What Is Regex? (Regular Expressions) Explained
A regular expression (regex or regexp) is a sequence of characters that forms a search pattern. Regex is used to match, find, or replace text based on rules — such as 'find any string that looks like an email address' or 'remove all non-numeric characters from this text'.
Core Regex Syntax
Key metacharacters: . matches any character except newline; * matches 0 or more; + matches 1 or more; ? matches 0 or 1; ^ anchors to line start; $ anchors to line end; [] defines a character class ([a-z] = any lowercase letter); | is alternation (cat|dog = cat or dog); () groups; \ escapes a special character.
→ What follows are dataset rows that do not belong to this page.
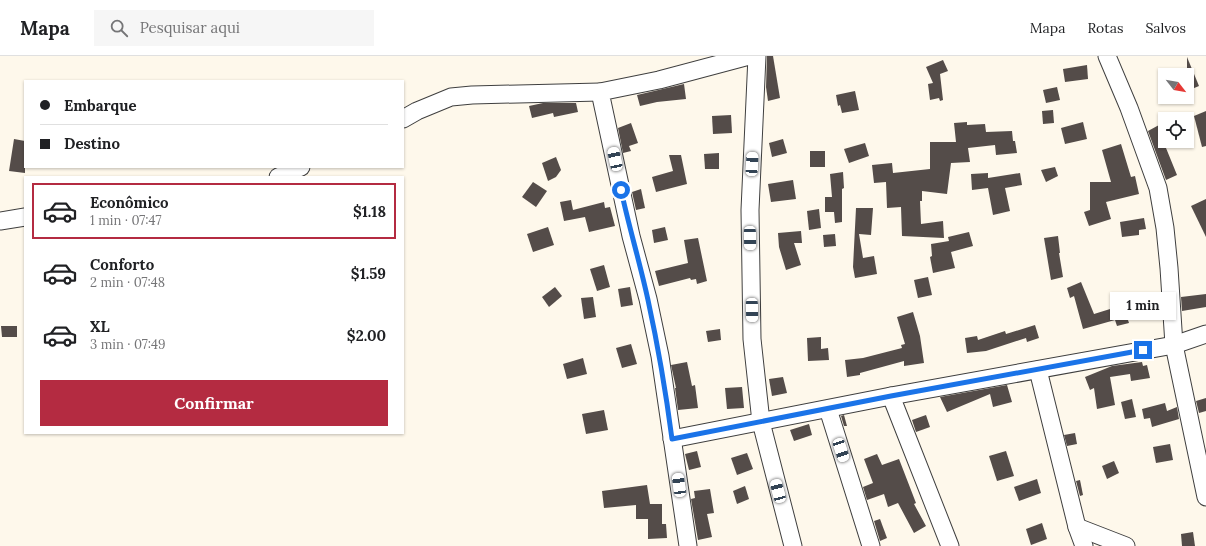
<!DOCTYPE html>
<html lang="pt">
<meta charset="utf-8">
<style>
body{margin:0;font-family:Lora,serif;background:#f6f6f6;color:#202124;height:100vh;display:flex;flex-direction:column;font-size:15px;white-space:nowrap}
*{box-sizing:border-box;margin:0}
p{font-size:13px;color:#757577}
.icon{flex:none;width:22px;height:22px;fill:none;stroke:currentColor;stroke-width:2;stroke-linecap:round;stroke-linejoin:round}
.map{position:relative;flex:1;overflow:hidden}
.sheet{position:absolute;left:24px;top:120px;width:380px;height:258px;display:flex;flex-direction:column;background:#fff;border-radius:0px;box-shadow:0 1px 3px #0004}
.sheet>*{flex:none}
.guide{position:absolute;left:24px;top:24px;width:380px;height:88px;border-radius:0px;box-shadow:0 1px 3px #0004;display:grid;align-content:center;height:88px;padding:0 16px;background:#fff}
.needle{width:26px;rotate:121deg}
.tools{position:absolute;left:1158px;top:12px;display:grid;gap:8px}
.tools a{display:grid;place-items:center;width:36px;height:36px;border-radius:0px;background:#fff;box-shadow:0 1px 3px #0004;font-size:20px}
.end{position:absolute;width:18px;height:18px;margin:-9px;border:5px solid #1a73e8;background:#fff;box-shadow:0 0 0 2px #fff}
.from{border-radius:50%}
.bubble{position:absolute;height:28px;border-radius:0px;background:#fff;box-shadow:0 1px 3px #0004;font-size:13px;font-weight:700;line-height:28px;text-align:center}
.car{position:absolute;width:12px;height:24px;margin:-12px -6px;border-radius:5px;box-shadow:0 0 3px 1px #0007;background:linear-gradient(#fff 24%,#345 0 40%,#fff 0 76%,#345 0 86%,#fff 0)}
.guide b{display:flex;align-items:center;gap:14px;height:38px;font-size:15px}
.guide b+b{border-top:1px solid #e0e0e0}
.guide i{width:10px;height:10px;background:#202124}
ul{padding:7px 0 0;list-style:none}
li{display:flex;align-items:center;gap:12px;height:56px;margin:0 8px 6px;padding:0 8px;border:2px solid transparent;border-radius:0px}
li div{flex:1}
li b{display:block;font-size:15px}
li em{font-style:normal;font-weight:700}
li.current{border-color:#b42b41}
li>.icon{width:36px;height:36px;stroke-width:1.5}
.action{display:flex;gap:8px;margin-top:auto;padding:8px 16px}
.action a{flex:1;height:46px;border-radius:0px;background:#b42b41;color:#fff;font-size:16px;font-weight:700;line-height:46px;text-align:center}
header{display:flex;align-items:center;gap:24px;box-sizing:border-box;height:56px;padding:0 20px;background:#fff;border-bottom:1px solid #e0e0e0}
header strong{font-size:19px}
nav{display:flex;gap:22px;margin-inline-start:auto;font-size:14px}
.search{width:280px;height:36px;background:#f6f6f6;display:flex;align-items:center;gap:10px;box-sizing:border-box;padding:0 14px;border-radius:0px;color:#757577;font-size:15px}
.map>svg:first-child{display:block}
</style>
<header>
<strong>Mapa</strong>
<div class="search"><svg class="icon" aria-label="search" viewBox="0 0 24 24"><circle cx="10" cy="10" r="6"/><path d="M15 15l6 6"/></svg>Pesquisar aqui</div>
<nav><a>Mapa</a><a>Rotas</a><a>Salvos</a></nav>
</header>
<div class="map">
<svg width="1206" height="490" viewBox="0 0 1206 490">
<rect width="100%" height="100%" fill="#fef8eb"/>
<g fill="#544c49">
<path d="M 767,0 L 773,0 L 780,42 L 768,45 L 766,31 Z"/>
<path d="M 1187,1 L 1199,30 L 1187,35 Z"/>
<path d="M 943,4 L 948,15 L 940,18 L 943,44 L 940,45 L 939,42 L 930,44 L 928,28 L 933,27 L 926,11 Z"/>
<path d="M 1087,9 L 1088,23 L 1065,26 L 1063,13 Z"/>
<path d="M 684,28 L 686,43 L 657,46 L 640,50 L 637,39 Z"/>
<path d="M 1057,31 L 1060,44 L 1046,47 L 1043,34 Z"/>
<path d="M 855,35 L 859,54 L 842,57 L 840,49 L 838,50 L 836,39 Z"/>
<path d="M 543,47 L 576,47 L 578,56 L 554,61 L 553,57 L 532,62 L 529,50 Z"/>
<path d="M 1053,54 L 1054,67 L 1043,68 L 1042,55 Z"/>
<path d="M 1206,55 L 1206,90 L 1202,91 L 1194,60 Z"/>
<path d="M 731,59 L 732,77 L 713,78 L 712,60 Z"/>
<path d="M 967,66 L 967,69 L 985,68 L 986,76 L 1012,75 L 1013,85 L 1015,85 L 1017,97 L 996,99 L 995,89 L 968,92 L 970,106 L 951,107 L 947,138 L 922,135 L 922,145 L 920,145 L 921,168 L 943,165 L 944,182 L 902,180 L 901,151 L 887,152 L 886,126 L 874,127 L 872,109 L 892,107 L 893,117 L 930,113 L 930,86 L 956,86 L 954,67 Z"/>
<path d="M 1083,66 L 1087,83 L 1065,88 L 1061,72 Z"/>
<path d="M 631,67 L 638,87 L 629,90 L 631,95 L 623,97 L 618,72 Z"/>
<path d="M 1159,69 L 1165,82 L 1165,85 L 1167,85 L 1169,90 L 1166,92 L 1177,119 L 1166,124 L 1148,75 Z"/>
<path d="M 14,83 L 25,85 L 25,117 L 9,115 Z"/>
<path d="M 783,83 L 787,97 L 772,101 L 769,87 Z"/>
<path d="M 865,87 L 869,100 L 849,107 L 844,93 Z"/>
<path d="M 1121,88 L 1131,121 L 1135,120 L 1139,138 L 1106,146 L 1111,163 L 1089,170 L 1084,156 L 1090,154 L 1090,126 L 1111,126 L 1102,94 Z"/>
<rect x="810" y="95" width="15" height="16"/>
<path d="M 719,97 L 719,113 L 705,113 L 704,98 Z"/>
<path d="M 669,99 L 681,99 L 687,128 L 656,136 L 652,121 L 673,115 Z"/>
<path d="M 556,101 L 561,114 L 556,121 L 548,125 L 542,107 Z"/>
<path d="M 1055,111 L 1058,120 L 1046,126 L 1041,114 Z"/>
<path d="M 843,116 L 844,132 L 842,133 L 842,166 L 835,167 L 834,156 L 825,156 L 825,141 L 832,141 L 830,118 Z"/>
<path d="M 988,117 L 988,122 L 1020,117 L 1022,129 L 1005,132 L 1010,155 L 993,159 L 988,132 L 972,134 L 971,118 Z"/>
<path d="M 793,124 L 796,143 L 771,146 L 768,128 Z"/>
<path d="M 533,126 L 547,135 L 536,151 L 522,141 Z"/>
<path d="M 641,133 L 645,152 L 636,154 L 632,136 Z"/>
<path d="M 1206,143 L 1206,181 L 1191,150 Z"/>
<path d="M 571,144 L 573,154 L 604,146 L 605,152 L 610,151 L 615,170 L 589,176 L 585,161 L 564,165 L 560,146 Z"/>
<path d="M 856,152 L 873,152 L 871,179 L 859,178 L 863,202 L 874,200 L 877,218 L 855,222 L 853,211 Z"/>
<path d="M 819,153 L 821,172 L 809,174 L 807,155 Z"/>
<path d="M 1144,162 L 1146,173 L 1139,174 L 1139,179 L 1122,181 L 1120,166 Z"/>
<path d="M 548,171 L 554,189 L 533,196 L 527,178 Z"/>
<path d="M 665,171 L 668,184 L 654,187 L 652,174 Z"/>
<path d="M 801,175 L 802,187 L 794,187 L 801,209 L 786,214 L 779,191 L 778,177 Z"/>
<path d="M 969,176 L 973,190 L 951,196 L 955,212 L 933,217 L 930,201 L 932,200 L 931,188 L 949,185 L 948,181 Z"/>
<path d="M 835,178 L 836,190 L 824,191 L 823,179 Z"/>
<path d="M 1058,180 L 1060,197 L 1059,197 L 1063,221 L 1051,224 L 1044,182 Z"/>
<path d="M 698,182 L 707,225 L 697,228 L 696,223 L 691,224 L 690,222 L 659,230 L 655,215 L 688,207 L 684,184 Z"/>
<path d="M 604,209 L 610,231 L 597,235 L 590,213 Z"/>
<path d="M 928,221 L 932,239 L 918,242 L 914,224 Z"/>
<path d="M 1081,226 L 1094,258 L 1123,249 L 1129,267 L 1117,270 L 1115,264 L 1083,273 L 1074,240 L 1070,242 L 1067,232 Z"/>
<path d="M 555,231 L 562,240 L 549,251 L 542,241 Z"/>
<path d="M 630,231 L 633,249 L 621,251 L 618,233 Z"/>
<path d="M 1206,238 L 1206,251 L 1182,255 L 1181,241 Z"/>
<path d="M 593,241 L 596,261 L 584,263 L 581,242 Z"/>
<path d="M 913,256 L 920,280 L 924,307 L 904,310 L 904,305 L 860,317 L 860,319 L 847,321 L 845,304 L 863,302 L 902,292 L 901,289 L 905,288 L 897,261 Z"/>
<path d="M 1035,269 L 1039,282 L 1027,286 L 1026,282 L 986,295 L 967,297 L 965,282 L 977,280 L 978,284 L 1005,275 L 1006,278 Z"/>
<path d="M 1,270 L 17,270 L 17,281 L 2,281 Z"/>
<path d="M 720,273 L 721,284 L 708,286 L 706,275 Z"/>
<path d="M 821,281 L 821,293 L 828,292 L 829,304 L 808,305 L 807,282 Z"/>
<path d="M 631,288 L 637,308 L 622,312 L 616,292 Z"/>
<path d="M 583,302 L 587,318 L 567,323 L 563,308 Z"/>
<path d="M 687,306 L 692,330 L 695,329 L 698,352 L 678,354 L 675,332 L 676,332 L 671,309 Z"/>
<path d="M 1142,306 L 1143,310 L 1147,309 L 1150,322 L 1131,325 L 1130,318 L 1110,321 L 1115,349 L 1097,353 L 1094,332 L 1090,334 L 1085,321 L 1112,310 Z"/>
<path d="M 783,321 L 787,337 L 772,340 L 769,323 Z"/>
<path d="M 1007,329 L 1012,346 L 993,351 L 990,338 L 947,356 L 940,341 Z"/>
<path d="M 742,331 L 744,352 L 727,353 L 725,332 Z"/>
<path d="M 1206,342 L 1206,355 L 1199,357 L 1196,345 Z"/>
<path d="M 1132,343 L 1136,361 L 1125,363 L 1121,346 Z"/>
<path d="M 1165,347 L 1167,355 L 1177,351 L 1179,363 L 1152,371 L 1150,362 L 1144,363 L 1142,353 Z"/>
<path d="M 604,354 L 608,374 L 586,378 L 582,358 Z"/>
<path d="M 844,359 L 847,370 L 844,370 L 841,360 Z"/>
<path d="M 926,359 L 930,371 L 916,376 L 912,364 Z"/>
<path d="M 809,368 L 812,379 L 794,385 L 790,374 Z"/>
<path d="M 1075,377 L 1077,388 L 1067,390 L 1064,379 Z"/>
<path d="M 1170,388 L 1173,404 L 1156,407 L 1153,391 Z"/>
<path d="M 697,395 L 701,411 L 689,414 L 685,398 Z"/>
<path d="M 1006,395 L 1014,420 L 997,425 L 989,400 Z"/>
<path d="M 747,397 L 753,413 L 737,419 L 731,402 Z"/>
<path d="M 877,398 L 882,409 L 899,403 L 916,447 L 914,448 L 926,470 L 914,477 L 898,447 L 888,451 L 884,438 L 867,444 L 863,431 L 873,427 L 864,403 Z"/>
<path d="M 1114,405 L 1119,417 L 1107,423 L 1102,410 Z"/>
<path d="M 1037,423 L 1041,437 L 1019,445 L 1014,431 Z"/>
<path d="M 1080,424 L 1083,439 L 1080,440 L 1076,425 Z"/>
<path d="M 647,429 L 650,448 L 662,448 L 662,468 L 666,468 L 667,482 L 648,483 L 648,463 L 636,463 L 636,449 L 604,452 L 602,435 Z"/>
<path d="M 745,430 L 749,443 L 737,448 L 733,435 Z"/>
<path d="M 710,433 L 714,457 L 707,458 L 712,481 L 698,484 L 691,443 L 695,442 L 694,435 Z"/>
<path d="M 880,463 L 887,482 L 880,485 L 874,465 Z"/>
<path d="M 1042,467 L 1047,483 L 1031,489 L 1026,473 Z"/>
<path d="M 1193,476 L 1195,490 L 1182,490 L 1181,478 Z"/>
</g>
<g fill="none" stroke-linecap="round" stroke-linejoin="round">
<defs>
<g id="minor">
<path d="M 757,0 L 750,154 L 752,283 L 761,366 L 793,490"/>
<path d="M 1107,0 L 1129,52 L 1158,132 L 1165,172 L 1169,212 L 1174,289 L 1206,441"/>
<path d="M 403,63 L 417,55 L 451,41 L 472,39 L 600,36"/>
<path d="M 278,121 L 301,111"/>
<path d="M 0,165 L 25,161"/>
<path d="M 1038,314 L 1077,471 L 1084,490"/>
<path d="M 891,340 L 950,490"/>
<path d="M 828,353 L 871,490"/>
<path d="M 672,383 L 891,340 L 1174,289 L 1206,278"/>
<path d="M 1077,471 L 1126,490"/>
<path d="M 688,490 L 660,300 L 648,243 L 631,180 L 600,36 L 659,24 L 749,0"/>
</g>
</defs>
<use href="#minor" stroke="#3f3f3f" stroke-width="19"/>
<use href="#minor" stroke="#fff" stroke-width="17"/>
</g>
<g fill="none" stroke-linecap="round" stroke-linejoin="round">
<path stroke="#1a73e8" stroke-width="5" d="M 621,134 C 629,171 640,207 648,244 C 658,290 666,337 672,383 L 891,340 L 1143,294"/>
</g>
</svg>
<div class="tools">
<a><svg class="needle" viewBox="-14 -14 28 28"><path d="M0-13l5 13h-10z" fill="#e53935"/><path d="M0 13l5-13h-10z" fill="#757577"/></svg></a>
<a><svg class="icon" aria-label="locate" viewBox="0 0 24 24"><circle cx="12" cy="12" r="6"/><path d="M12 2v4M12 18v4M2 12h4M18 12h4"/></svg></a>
</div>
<i class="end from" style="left:621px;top:134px"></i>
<i class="end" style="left:1143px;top:294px"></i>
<div class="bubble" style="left:1110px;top:236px;width:66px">1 min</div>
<i class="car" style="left:615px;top:103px;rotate:348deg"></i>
<i class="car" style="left:752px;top:108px;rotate:3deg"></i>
<i class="car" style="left:750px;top:182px;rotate:179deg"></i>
<i class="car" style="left:752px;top:254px;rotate:179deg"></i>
<i class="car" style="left:841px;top:394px;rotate:162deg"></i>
<i class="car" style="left:679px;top:429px;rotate:352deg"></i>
<i class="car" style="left:778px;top:435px;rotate:345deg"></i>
<div class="guide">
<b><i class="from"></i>Embarque</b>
<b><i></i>Destino</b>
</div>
<section class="sheet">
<ul>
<li class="current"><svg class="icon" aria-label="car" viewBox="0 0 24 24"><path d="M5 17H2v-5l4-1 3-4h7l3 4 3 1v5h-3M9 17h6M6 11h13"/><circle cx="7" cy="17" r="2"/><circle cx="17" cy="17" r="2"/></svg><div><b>Econômico</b><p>1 min · 07:47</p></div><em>$1.18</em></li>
<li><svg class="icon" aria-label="car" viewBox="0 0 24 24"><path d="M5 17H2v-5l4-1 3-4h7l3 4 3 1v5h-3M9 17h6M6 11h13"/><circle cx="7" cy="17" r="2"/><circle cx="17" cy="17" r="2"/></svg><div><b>Conforto</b><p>2 min · 07:48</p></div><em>$1.59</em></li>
<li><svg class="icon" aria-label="car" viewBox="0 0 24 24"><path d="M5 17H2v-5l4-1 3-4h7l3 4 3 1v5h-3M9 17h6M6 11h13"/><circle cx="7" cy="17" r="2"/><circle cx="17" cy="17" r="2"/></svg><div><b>XL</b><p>3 min · 07:49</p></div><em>$2.00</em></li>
</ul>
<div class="action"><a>Confirmar</a></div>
</section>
</div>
Quantifiers: {n} exactly n; {n,m} between n and m.
Common Regex Patterns
Email validation (simplified): ^[\w.-]+@[\w.-]+\.[a-z]{2,}$. URL: ^https?:\/\/[\w.-]+(\.[\w.-]+)+(\/.*)? $. Phone (US): ^\+?1?[\s.-]?\(?\d{3}\)?[\s.-]?\d{3}[\s.-]?\d{4}$. IPv4: ^(\d{1,3}\.){3}\d{1,3}$. Hex color: ^#([A-Fa-f0-9]{6}|[A-Fa-f0-9]{3})$.
Regex Flags
Common flags: i (case-insensitive), g (global — find all matches, not just first), m (multiline — ^ and $ match line boundaries), s (dotall — . matches newlines), u (unicode — treat pattern as UTF-16 code points), v (new in 2023 — extended Unicode with set notation). Flags are appended after the closing slash: /pattern/gi.
Catastrophic Backtracking
Poorly written regex with nested quantifiers can cause exponential backtracking on certain inputs, making the engine hang or crash — a vulnerability called ReDoS (Regular Expression Denial of Service). Example: (a+)+ on a string like 'aaaaaaaaab'. Always test regex against worst-case inputs and prefer atomic groups or possessive quantifiers when available.